Because the most commonly used chondroitin assay method, cetylpyridinium chloride (CPC) titration, can be fooled by various known adulterants, Synutra advocates using CPC after cellulose acetate membrane electrophoresis (CAME), a complementary methodology to CPC that has been in the USP monograph for years and was designed to screen out ingredient material impurities and keep the CPC assay true. Most companies in the industry have used only CPC, with few using CAME in their routine screening of incoming raw materials.
Utilizing CAME as a qualitative, raw material screening tool before running quantitative methods such as CPC for assay, or other specific methods such as enzymatic HPLC, is the testing protocol Synutra has learned most effective through extensive research and experience. CAME is an inexpensive, simple, and effective procedure that can serve well in effectively deterring the practice of adulterating chondroitin ingredients with both known and unknown adulterants.
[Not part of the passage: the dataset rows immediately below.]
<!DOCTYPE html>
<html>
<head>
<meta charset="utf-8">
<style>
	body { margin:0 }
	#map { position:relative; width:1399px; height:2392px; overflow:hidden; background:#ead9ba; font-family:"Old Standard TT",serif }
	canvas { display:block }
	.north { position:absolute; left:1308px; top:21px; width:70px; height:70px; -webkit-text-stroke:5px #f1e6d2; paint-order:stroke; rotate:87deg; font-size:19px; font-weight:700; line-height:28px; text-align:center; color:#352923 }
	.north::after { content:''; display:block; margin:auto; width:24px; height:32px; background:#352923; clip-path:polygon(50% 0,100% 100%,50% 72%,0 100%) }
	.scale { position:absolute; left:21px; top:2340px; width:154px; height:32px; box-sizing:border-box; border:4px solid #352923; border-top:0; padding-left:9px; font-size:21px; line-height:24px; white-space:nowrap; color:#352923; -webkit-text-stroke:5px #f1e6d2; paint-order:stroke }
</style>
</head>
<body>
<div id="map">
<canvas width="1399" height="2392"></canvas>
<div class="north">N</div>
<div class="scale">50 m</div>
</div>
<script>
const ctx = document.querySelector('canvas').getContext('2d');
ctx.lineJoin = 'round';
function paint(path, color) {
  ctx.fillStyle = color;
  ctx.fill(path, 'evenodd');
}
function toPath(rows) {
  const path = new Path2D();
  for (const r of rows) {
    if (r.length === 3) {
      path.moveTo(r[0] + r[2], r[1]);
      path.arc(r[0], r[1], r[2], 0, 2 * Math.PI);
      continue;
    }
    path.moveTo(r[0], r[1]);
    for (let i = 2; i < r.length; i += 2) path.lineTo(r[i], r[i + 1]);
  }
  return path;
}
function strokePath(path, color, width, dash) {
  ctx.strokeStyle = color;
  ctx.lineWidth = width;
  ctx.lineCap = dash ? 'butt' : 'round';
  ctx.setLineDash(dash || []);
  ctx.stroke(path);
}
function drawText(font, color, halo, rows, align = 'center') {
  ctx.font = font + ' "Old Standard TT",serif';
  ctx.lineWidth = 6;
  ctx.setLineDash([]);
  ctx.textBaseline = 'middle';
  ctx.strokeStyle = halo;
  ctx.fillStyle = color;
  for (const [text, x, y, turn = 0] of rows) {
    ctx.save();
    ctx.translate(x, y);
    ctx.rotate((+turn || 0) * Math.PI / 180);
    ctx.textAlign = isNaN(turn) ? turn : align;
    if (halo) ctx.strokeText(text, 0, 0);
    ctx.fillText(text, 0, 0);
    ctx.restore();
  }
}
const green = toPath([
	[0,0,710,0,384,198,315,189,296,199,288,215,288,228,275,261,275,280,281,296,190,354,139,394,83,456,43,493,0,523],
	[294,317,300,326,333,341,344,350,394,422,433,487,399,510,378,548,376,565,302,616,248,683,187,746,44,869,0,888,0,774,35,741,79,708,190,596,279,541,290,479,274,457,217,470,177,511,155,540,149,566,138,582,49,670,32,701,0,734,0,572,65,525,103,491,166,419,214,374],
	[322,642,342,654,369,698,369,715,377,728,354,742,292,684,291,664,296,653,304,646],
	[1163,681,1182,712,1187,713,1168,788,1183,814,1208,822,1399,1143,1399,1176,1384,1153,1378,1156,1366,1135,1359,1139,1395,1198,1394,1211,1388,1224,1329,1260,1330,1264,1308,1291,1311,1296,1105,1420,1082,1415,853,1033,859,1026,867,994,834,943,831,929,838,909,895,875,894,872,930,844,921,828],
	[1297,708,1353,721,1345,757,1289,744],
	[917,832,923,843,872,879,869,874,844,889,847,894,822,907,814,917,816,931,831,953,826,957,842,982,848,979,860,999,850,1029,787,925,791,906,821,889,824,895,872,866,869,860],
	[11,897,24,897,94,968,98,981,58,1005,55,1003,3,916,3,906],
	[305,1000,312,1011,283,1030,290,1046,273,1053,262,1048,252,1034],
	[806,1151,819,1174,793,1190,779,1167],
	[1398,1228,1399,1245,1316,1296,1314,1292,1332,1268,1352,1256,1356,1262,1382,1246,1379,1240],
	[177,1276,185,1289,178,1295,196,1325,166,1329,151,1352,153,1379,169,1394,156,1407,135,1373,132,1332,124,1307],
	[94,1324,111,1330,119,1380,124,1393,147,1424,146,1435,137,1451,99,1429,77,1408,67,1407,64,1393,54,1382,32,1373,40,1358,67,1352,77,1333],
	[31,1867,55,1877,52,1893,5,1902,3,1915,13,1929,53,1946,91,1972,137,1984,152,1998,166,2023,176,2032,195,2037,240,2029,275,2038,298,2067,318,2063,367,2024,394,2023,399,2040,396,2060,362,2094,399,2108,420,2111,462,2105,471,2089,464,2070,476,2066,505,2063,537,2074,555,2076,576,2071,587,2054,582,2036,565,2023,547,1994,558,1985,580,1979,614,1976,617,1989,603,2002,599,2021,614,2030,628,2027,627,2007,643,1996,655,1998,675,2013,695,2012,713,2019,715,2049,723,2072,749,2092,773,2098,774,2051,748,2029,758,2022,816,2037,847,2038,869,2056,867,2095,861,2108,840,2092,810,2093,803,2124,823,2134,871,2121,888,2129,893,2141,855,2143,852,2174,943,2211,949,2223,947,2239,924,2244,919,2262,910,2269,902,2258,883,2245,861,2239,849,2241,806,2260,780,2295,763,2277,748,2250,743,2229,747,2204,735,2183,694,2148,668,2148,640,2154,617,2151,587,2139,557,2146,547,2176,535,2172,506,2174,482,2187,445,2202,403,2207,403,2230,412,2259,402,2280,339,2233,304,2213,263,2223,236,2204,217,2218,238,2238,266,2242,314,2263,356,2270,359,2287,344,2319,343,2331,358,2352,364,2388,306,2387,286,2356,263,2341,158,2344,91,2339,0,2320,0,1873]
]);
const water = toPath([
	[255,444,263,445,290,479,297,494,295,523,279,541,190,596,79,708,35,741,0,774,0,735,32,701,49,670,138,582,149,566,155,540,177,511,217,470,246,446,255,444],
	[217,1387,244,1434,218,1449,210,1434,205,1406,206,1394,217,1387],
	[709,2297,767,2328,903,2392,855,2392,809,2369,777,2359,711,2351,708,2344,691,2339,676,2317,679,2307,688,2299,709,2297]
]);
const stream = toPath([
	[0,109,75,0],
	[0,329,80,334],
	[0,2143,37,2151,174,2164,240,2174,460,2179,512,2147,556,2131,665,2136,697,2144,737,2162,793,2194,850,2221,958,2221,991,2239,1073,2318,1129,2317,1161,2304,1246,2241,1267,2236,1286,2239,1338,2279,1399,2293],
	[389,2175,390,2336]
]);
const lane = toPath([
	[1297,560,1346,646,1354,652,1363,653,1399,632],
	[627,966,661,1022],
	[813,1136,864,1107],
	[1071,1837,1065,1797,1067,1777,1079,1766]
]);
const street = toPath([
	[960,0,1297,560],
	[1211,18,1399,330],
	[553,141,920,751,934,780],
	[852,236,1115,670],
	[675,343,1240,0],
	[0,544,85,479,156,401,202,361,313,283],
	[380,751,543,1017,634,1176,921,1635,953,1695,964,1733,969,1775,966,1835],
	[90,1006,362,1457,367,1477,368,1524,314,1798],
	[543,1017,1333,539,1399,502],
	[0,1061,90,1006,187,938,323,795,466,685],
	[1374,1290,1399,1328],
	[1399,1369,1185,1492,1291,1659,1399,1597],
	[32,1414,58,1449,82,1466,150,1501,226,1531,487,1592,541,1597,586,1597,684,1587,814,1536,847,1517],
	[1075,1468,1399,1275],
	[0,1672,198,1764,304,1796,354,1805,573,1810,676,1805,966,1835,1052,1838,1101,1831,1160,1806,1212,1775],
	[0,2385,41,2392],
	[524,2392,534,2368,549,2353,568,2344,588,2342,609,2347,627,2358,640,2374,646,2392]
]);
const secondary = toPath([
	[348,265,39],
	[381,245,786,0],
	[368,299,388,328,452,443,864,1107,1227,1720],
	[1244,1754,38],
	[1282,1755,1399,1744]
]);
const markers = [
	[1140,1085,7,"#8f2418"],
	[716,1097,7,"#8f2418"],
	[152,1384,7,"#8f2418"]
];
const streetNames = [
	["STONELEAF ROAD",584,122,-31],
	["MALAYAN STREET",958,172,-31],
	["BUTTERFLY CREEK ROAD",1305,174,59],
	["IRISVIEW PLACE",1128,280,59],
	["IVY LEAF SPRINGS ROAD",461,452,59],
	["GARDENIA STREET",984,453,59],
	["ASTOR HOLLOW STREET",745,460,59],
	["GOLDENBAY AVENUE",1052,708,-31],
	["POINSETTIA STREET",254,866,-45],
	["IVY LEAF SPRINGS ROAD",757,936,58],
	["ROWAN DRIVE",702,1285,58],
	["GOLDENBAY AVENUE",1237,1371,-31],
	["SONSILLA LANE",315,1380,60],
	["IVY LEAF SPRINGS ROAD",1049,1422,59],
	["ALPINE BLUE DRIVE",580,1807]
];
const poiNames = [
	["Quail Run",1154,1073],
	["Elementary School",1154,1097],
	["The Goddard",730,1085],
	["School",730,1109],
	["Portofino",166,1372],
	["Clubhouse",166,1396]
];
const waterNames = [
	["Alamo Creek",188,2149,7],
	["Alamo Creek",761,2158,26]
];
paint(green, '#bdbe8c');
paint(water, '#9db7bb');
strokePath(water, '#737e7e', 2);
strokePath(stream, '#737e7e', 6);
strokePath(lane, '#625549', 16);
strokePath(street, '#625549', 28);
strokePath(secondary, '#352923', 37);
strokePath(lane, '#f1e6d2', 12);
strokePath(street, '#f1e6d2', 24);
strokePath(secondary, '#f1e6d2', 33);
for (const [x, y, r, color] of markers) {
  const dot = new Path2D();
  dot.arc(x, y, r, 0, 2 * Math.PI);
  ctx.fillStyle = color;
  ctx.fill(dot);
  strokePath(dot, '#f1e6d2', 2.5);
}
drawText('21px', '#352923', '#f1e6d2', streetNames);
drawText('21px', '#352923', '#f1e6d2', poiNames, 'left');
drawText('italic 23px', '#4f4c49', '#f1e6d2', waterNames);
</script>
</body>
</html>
Synutra launched the first branded chondroitin ingredients, ChondroGold and ChondroCal, in 2013 specifically to highlight the need for pure ingredients. ChondroGold materials come in various grade levels of chondroitin assay content to meet diversified customer needs. Choice of source material varieties is also offered in bovine, porcine, avian, and combinations thereof. ChondroGold materials feature not more than 1% electrophoretic impurities, and ultra-low heavy metal breakdown guarantees. All ChondroGold materials meet United States Pharmacopoeia (USP) Dietary Supplement Compendium's documentary standards on Chondroitin Sulfate Sodium.
Synutra Ingredients has developed proprietary processes to extract and produce chondroitin calcium in a low-sodium form from common source materials. This chondroitin calcium product is offered in Synutra Ingredients’ ChondroCal. This low-sodium or sodium-free alternative chondroitin material provides consumers with benefits of long-term supplementation without the harmful impact of unwanted sodium in-take with conventional joint health products.